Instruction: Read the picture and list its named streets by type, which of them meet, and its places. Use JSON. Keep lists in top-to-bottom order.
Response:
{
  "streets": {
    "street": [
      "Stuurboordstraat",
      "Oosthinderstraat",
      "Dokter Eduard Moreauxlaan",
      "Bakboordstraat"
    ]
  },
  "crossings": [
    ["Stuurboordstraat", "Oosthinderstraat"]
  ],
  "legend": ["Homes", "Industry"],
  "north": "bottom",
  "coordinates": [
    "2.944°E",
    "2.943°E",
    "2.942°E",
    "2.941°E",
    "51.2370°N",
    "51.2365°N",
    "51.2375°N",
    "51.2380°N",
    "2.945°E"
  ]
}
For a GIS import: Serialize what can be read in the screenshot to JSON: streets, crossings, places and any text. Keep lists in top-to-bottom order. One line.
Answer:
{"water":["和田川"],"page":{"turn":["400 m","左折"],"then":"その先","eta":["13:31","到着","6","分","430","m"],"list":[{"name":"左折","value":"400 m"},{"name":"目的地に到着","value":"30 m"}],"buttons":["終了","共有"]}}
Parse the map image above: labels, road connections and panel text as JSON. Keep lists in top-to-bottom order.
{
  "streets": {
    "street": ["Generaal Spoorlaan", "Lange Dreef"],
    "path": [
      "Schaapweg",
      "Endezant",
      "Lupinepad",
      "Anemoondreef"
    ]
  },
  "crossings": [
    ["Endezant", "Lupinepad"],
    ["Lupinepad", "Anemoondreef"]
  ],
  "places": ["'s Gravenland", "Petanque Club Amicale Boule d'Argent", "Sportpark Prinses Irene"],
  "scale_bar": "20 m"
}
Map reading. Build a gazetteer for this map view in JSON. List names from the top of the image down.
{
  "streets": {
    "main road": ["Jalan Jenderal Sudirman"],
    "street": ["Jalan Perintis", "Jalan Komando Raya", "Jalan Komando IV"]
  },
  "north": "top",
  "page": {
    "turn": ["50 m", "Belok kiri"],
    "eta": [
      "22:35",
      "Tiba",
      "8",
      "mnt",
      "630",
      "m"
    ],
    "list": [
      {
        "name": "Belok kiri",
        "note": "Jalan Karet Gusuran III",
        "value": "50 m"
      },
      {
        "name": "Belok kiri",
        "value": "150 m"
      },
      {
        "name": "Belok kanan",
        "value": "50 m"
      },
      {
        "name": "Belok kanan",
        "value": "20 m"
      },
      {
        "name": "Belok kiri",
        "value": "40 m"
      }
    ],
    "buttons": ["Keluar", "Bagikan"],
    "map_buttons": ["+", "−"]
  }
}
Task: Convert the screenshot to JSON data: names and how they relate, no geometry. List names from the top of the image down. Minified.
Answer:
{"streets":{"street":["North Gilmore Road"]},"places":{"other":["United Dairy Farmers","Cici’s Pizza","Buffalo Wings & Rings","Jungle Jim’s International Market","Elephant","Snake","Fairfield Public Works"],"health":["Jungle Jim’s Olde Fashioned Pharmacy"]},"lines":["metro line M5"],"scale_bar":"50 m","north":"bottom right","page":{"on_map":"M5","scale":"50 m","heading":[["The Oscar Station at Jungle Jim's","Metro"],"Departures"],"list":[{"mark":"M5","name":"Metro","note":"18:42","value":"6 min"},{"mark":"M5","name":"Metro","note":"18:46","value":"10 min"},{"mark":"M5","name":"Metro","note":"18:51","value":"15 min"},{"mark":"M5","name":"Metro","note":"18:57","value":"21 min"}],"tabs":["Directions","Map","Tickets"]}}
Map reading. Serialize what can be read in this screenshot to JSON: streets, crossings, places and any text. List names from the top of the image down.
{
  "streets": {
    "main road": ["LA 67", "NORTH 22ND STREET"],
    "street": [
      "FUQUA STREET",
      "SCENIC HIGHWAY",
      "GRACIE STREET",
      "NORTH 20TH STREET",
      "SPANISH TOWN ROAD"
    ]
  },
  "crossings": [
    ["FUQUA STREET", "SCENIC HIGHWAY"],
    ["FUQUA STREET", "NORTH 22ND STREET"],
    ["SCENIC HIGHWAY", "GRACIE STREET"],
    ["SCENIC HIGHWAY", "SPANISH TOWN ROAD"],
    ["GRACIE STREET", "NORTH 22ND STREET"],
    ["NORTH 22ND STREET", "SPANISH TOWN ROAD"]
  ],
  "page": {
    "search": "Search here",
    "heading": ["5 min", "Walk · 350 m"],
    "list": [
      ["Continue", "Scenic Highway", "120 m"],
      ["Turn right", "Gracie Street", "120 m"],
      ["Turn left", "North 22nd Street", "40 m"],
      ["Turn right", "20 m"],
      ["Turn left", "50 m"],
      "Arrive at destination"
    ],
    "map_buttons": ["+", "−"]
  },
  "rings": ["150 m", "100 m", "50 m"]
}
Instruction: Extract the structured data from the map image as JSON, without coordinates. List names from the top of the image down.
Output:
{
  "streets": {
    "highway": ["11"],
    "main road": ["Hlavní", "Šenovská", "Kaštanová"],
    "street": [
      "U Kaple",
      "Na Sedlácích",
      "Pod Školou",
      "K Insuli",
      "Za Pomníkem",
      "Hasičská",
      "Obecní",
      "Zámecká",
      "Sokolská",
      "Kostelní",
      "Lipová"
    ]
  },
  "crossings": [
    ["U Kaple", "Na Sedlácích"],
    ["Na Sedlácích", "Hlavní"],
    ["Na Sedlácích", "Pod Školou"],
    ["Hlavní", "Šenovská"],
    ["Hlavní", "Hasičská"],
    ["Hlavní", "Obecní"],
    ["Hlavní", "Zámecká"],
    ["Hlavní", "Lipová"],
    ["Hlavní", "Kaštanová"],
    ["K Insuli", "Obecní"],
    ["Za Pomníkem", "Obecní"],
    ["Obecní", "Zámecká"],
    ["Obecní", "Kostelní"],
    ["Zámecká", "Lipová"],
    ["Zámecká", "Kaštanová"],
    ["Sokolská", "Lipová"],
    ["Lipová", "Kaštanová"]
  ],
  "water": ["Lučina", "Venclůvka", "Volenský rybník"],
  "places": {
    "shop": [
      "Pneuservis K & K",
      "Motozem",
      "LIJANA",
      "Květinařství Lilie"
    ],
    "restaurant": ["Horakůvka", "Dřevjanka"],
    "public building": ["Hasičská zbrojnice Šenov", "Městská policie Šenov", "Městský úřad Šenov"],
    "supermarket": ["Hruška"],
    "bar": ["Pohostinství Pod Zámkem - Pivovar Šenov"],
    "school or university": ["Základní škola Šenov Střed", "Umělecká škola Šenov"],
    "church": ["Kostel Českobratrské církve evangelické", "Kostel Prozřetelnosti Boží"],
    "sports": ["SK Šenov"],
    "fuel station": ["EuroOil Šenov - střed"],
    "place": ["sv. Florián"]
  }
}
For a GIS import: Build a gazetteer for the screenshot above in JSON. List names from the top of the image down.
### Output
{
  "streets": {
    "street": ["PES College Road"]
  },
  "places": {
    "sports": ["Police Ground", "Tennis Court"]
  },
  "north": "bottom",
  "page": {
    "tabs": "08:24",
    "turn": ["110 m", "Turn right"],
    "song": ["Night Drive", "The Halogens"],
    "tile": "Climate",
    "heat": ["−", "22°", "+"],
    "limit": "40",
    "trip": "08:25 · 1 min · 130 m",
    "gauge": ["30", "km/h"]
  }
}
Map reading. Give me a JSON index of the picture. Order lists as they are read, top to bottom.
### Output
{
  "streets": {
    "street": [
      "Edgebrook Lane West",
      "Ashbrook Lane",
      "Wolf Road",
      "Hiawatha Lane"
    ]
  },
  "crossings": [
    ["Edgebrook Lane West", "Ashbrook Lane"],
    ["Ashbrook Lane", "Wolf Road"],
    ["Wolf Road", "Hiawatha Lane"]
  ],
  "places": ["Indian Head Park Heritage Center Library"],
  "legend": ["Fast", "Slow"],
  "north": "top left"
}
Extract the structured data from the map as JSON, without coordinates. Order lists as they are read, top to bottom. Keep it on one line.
· · · ·
*Work required*: Which lines in the records above include the word "Extract"? Copy them out.

*Written solution*:
Instruction: Extract the structured data from the map image as JSON, without coordinates. List names from the top of the image down.
Extract the structured data from the map as JSON, without coordinates. Order lists as they are read, top to bottom. Keep it on one line.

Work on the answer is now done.